What to work on: Search the records for "cover" and copy each line that holds it.

(Collected data)
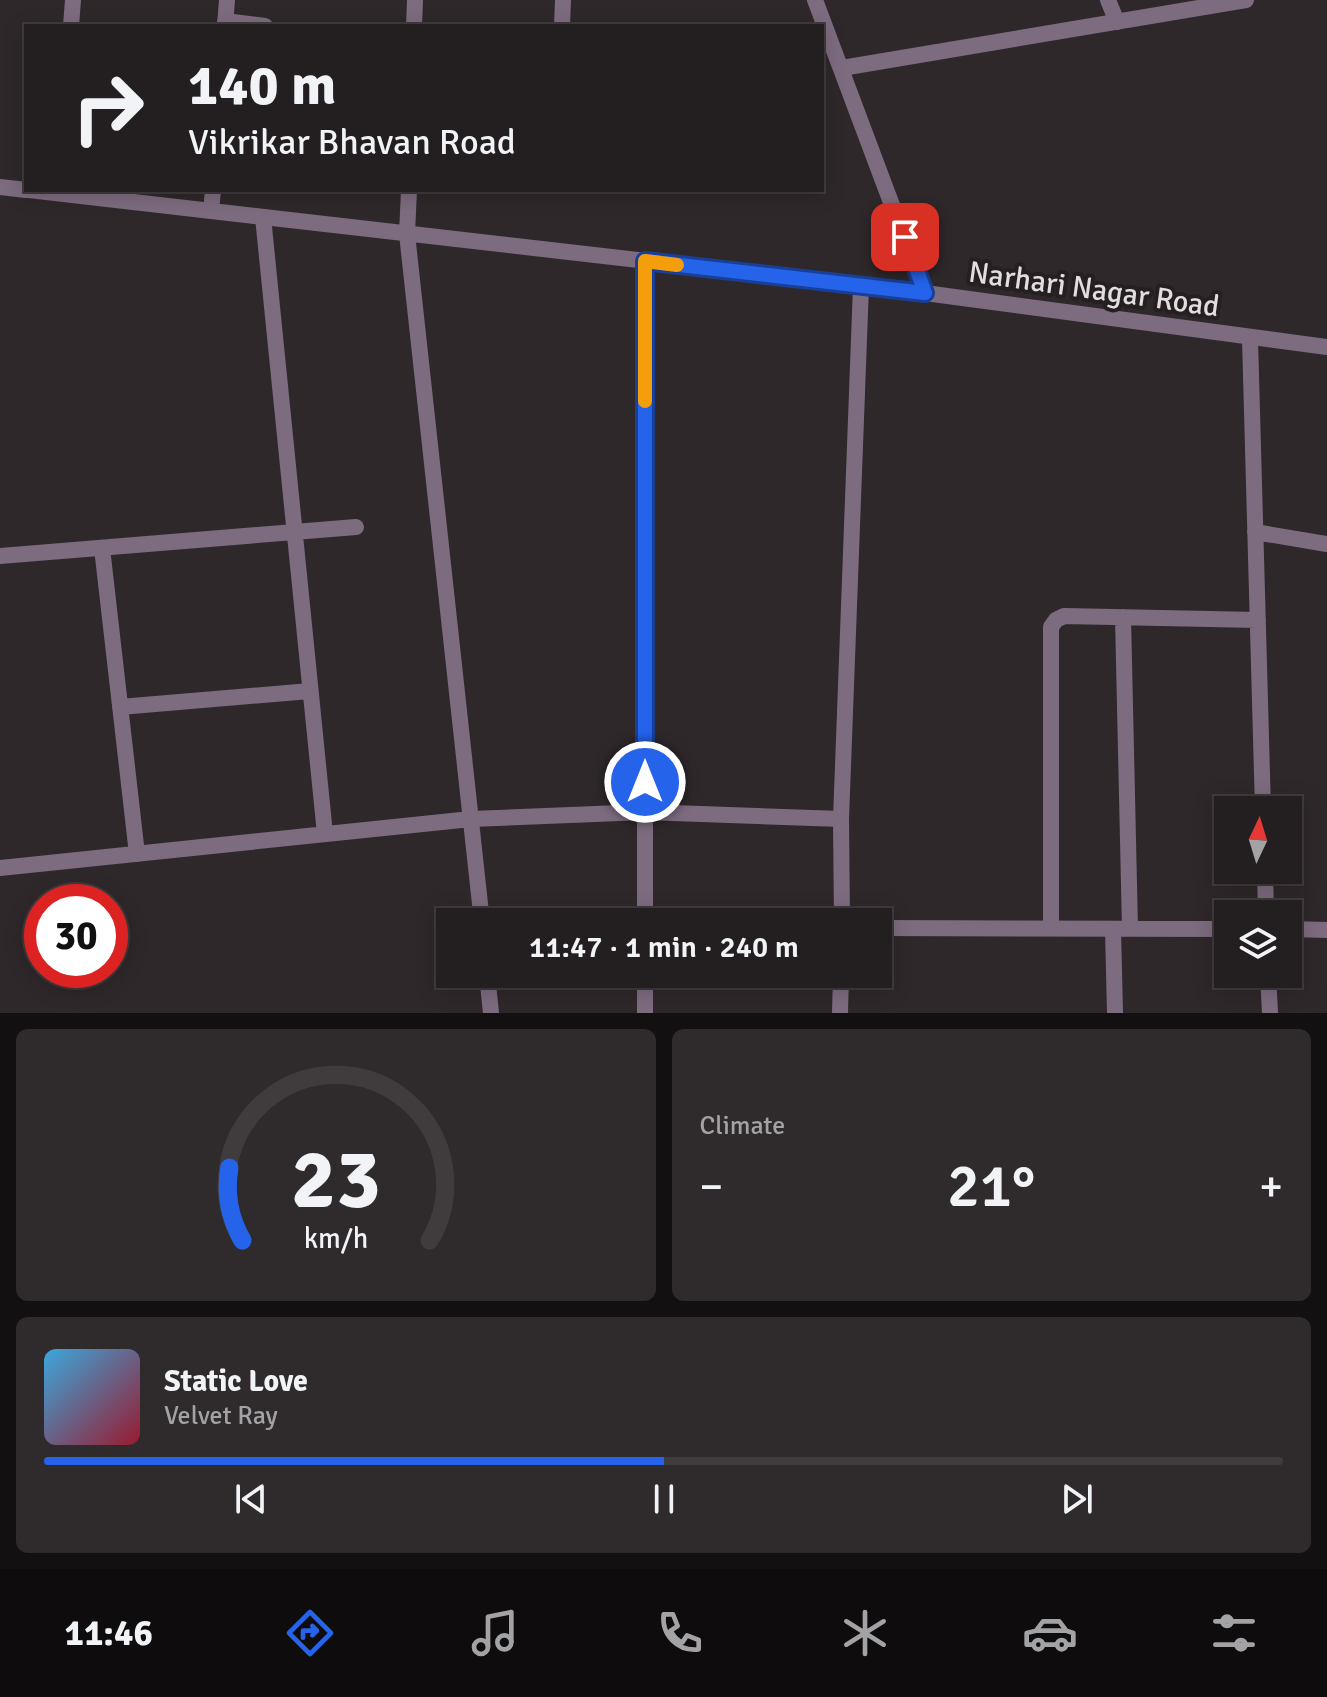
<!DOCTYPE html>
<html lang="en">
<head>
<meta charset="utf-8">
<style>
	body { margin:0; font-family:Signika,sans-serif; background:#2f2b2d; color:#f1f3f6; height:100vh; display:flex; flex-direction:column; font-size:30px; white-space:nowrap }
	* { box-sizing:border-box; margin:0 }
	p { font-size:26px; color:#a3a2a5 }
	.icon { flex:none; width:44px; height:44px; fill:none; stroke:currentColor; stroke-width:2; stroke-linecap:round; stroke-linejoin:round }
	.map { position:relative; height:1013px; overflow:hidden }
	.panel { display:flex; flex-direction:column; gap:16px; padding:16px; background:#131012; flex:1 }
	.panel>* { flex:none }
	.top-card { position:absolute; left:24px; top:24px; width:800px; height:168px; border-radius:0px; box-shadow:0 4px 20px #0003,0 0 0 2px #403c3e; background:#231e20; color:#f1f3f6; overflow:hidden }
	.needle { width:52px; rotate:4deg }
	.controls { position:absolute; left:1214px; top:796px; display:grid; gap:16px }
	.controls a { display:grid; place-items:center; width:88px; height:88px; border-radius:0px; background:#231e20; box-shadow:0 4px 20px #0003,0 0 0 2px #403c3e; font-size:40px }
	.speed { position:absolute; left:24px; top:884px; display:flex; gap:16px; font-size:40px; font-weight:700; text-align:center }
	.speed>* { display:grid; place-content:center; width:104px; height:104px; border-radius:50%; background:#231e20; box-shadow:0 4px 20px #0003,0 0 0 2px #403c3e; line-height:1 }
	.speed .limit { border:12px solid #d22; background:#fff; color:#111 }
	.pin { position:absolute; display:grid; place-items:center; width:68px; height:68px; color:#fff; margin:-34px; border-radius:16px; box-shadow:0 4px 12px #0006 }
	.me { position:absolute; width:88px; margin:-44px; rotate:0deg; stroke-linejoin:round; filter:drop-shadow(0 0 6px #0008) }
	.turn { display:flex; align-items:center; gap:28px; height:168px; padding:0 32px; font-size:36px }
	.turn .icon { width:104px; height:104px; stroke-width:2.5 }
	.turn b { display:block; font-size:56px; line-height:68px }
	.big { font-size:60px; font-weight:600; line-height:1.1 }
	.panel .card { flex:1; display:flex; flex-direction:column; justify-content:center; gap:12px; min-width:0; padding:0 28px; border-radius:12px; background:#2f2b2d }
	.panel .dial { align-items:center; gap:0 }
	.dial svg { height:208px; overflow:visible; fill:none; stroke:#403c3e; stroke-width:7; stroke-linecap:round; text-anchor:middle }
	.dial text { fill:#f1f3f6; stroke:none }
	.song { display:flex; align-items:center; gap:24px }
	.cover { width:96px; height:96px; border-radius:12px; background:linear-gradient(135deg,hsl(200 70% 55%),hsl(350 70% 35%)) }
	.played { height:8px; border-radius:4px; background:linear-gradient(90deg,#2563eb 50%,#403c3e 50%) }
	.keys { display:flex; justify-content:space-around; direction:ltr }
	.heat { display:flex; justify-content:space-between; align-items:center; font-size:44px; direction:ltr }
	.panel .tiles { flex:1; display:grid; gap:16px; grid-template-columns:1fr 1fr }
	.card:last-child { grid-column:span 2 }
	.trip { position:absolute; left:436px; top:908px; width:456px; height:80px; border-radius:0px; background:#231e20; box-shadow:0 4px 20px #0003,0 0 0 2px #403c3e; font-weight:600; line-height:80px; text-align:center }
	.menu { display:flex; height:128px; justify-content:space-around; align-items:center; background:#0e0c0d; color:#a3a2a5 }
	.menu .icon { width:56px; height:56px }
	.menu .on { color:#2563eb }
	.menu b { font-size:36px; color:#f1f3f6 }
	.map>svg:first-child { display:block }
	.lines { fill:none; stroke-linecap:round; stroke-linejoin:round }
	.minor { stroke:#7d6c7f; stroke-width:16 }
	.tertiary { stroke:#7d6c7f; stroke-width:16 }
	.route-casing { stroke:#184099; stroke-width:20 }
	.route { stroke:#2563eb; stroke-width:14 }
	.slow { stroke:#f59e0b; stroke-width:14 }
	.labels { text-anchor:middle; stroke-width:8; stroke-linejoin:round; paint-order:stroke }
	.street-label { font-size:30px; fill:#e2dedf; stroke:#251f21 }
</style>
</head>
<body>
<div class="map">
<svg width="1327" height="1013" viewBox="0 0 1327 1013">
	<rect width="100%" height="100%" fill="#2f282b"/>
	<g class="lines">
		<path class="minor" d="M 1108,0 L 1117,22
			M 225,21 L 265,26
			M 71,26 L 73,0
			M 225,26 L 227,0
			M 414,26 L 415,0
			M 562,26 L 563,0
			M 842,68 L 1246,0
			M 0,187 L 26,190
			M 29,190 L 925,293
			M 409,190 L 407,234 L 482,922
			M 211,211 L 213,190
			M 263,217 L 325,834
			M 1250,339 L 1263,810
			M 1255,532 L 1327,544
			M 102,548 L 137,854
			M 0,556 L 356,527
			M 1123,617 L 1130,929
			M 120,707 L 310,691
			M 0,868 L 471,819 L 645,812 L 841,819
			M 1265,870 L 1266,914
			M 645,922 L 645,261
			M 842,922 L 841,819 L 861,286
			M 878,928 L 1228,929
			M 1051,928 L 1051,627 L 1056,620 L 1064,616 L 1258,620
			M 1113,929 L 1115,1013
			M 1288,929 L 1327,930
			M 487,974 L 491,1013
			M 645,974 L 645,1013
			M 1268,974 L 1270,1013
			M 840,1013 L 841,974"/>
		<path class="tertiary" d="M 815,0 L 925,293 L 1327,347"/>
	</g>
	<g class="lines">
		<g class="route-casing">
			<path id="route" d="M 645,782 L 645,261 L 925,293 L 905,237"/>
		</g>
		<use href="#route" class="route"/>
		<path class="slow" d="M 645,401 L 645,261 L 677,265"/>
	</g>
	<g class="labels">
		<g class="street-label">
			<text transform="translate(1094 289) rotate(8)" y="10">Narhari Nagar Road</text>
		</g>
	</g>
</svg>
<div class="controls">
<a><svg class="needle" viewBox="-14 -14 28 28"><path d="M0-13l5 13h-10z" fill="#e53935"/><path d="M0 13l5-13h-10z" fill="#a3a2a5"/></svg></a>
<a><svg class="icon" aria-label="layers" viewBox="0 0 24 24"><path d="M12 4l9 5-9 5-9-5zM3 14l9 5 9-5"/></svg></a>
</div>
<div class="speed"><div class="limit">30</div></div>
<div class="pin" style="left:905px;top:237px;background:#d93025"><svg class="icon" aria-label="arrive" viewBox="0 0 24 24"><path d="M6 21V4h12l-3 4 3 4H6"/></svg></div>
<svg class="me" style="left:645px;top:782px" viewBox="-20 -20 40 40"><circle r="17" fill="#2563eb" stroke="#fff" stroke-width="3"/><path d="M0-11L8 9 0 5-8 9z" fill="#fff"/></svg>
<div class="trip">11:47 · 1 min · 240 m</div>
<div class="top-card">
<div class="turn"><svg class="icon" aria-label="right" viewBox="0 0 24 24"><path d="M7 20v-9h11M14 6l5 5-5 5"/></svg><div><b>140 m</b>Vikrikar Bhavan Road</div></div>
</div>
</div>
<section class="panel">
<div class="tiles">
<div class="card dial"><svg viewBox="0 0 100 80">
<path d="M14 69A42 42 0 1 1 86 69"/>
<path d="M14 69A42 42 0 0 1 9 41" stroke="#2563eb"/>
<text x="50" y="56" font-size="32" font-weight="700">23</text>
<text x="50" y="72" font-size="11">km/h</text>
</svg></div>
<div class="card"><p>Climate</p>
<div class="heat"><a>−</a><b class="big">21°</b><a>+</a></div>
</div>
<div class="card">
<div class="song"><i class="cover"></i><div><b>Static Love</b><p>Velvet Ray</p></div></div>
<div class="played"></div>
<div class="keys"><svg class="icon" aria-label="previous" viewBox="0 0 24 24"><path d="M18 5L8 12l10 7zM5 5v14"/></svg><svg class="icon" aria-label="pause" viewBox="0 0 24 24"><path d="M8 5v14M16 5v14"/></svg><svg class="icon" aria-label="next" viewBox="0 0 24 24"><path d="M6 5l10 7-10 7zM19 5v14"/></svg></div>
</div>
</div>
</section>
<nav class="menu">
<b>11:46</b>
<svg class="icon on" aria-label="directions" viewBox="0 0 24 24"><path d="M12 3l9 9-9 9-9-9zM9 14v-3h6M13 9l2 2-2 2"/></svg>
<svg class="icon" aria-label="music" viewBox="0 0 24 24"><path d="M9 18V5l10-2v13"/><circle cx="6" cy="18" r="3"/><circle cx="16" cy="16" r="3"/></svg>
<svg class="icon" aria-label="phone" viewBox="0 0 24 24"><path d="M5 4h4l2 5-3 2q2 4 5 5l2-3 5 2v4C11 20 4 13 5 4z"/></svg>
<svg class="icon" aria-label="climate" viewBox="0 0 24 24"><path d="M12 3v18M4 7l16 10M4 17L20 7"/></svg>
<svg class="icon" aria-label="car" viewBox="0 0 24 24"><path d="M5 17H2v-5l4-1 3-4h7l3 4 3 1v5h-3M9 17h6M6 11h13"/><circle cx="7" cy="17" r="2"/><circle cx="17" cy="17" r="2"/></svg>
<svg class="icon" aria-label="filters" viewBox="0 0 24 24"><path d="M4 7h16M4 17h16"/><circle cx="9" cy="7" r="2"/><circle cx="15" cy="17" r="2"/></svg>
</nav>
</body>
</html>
* * *
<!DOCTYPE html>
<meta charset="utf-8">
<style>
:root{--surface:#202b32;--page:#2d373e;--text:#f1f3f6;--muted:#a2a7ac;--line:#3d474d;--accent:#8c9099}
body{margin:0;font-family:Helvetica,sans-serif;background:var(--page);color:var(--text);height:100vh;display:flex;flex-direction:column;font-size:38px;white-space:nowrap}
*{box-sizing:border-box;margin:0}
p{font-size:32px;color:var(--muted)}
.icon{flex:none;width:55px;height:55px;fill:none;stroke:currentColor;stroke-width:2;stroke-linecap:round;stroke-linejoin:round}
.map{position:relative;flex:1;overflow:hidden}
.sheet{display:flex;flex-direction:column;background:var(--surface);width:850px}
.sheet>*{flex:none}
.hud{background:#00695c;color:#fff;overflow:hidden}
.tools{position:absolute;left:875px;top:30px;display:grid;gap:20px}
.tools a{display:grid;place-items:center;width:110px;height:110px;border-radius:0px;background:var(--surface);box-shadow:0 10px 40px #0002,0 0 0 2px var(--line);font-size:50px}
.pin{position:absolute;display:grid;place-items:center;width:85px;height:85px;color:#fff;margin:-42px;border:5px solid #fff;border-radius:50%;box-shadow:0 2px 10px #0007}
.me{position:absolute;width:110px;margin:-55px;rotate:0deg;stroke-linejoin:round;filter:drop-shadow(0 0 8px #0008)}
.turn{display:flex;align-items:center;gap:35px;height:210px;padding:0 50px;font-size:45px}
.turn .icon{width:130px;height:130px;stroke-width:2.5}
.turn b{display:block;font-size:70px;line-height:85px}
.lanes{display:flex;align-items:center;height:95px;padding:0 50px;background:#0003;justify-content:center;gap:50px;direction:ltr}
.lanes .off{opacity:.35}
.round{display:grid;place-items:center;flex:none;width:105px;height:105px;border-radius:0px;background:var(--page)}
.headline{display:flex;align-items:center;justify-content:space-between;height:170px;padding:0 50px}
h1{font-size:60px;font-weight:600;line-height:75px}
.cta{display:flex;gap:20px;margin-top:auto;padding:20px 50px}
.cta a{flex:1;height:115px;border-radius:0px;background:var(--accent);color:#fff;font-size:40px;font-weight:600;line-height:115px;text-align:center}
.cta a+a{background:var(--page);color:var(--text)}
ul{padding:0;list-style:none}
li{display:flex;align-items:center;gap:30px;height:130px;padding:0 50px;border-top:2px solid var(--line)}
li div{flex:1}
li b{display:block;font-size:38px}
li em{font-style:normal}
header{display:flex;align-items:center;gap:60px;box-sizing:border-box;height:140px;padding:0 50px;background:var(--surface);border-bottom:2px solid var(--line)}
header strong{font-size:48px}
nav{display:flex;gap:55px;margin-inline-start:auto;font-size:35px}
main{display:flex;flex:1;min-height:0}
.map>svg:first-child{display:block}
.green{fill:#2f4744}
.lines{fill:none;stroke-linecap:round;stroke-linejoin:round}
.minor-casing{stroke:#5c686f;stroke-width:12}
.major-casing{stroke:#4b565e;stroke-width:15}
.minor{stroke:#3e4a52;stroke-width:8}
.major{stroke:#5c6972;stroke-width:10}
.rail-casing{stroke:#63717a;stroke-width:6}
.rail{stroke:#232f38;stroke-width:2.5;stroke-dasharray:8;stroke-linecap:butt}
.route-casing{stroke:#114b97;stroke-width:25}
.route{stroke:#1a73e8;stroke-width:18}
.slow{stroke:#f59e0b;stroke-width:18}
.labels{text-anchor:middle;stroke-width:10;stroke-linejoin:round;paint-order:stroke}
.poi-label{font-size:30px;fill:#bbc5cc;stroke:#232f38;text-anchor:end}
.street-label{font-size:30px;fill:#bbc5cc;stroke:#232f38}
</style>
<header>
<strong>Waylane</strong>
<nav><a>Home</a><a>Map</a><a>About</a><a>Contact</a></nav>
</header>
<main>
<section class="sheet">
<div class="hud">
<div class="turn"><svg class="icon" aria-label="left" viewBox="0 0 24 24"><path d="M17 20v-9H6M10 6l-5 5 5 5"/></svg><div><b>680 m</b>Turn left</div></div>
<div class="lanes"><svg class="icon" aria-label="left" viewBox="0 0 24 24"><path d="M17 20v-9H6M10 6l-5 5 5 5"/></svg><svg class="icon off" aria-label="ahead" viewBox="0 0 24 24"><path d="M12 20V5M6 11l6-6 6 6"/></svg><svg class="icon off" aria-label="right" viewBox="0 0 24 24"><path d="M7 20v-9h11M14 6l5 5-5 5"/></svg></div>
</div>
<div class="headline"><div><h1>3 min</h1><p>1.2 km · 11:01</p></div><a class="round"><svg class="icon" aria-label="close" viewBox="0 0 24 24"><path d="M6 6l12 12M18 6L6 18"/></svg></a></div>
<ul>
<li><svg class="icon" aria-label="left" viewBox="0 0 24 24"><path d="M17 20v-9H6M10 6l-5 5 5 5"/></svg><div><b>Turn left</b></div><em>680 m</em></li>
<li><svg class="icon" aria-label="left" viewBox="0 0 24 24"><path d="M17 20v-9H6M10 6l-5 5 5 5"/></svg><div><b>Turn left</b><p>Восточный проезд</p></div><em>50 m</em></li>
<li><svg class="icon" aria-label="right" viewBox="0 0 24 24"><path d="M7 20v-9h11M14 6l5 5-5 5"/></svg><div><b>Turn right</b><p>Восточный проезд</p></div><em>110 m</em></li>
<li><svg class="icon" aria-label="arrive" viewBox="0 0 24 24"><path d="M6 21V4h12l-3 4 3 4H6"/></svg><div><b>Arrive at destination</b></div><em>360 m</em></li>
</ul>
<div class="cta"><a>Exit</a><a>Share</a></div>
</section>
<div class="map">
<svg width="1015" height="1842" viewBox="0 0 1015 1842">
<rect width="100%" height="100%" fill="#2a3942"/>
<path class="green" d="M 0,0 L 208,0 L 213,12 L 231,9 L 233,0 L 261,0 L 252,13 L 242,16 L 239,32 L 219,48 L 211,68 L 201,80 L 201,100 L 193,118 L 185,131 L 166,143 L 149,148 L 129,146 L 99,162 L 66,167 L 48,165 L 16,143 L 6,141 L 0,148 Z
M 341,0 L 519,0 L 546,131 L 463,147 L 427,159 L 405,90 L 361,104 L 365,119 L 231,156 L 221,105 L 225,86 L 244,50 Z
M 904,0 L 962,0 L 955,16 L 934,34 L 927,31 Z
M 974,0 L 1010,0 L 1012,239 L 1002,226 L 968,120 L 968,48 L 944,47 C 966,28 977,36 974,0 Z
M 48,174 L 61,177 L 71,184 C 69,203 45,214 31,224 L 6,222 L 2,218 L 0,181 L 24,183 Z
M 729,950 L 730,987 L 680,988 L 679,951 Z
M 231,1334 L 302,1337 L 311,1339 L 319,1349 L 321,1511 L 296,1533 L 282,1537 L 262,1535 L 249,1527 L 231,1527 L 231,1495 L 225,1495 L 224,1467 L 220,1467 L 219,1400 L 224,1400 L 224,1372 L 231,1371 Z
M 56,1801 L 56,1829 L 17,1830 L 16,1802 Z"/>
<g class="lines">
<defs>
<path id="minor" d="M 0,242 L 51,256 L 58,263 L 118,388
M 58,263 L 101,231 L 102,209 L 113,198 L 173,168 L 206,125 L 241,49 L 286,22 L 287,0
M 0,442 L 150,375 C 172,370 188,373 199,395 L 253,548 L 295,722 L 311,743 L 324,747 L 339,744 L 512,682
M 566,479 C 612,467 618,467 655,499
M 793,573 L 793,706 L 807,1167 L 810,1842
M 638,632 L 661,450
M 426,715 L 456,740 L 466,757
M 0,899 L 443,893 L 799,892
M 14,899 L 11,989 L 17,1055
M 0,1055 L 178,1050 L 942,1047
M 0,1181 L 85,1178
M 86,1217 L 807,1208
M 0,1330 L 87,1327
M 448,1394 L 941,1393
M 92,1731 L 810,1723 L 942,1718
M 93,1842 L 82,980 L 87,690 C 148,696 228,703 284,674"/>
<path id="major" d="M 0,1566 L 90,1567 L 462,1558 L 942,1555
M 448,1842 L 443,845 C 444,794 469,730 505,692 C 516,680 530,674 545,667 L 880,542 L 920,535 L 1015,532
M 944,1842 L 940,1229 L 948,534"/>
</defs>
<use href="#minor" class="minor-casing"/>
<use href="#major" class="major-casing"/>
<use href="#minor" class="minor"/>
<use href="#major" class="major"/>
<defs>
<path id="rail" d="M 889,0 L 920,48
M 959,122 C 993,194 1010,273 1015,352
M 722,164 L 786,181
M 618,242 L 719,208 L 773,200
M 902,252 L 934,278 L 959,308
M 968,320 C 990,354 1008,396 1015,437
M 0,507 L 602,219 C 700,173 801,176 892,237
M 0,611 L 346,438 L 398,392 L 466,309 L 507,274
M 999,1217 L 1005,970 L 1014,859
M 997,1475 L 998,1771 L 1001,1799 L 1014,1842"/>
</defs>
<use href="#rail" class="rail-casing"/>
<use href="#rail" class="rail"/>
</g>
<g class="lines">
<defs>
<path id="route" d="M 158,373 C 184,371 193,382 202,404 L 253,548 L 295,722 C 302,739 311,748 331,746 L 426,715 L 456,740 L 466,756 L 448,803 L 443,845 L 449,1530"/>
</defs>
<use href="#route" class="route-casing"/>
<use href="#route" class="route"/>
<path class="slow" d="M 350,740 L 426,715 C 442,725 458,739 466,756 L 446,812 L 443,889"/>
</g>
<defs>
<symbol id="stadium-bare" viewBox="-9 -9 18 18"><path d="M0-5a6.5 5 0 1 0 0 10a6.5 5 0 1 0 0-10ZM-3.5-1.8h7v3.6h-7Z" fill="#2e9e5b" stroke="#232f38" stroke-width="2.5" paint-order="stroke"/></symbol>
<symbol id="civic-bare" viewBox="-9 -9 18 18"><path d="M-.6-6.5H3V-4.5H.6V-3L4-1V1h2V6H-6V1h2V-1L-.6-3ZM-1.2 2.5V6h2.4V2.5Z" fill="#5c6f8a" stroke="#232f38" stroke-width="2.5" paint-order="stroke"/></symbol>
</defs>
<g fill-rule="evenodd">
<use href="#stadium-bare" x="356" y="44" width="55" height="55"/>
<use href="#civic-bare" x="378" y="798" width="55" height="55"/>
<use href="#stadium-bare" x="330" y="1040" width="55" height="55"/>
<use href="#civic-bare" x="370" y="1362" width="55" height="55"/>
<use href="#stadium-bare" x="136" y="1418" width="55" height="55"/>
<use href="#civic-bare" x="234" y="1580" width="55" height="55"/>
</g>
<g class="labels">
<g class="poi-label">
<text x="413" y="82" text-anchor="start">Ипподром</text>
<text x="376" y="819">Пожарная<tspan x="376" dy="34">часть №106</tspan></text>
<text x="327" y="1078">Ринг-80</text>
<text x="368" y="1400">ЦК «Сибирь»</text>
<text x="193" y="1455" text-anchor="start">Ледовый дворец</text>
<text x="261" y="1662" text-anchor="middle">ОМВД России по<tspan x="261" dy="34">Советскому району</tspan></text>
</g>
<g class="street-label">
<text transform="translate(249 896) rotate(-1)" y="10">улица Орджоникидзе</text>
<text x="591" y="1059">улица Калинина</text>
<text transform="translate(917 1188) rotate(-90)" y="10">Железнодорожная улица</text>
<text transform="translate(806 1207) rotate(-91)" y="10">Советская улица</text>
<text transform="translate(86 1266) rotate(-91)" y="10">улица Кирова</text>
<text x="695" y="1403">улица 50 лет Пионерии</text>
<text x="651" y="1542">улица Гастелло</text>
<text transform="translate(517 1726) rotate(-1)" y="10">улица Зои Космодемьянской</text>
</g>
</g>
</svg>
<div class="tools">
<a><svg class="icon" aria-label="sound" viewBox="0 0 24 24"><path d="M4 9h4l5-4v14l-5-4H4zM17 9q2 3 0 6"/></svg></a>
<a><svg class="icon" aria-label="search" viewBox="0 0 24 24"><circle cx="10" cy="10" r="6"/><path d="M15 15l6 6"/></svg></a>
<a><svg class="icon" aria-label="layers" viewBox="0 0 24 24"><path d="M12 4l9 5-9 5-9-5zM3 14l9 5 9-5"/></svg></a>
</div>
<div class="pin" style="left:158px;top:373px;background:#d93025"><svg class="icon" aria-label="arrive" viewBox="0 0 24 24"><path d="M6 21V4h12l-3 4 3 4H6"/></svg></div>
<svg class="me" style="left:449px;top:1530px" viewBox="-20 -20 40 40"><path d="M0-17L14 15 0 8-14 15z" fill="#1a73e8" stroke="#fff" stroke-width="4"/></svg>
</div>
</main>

Answer section:
	.cover { width:96px; height:96px; border-radius:12px; background:linear-gradient(135deg,hsl(200 70% 55%),hsl(350 70% 35%)) }
<div class="song"><i class="cover"></i><div><b>Static Love</b><p>Velvet Ray</p></div></div>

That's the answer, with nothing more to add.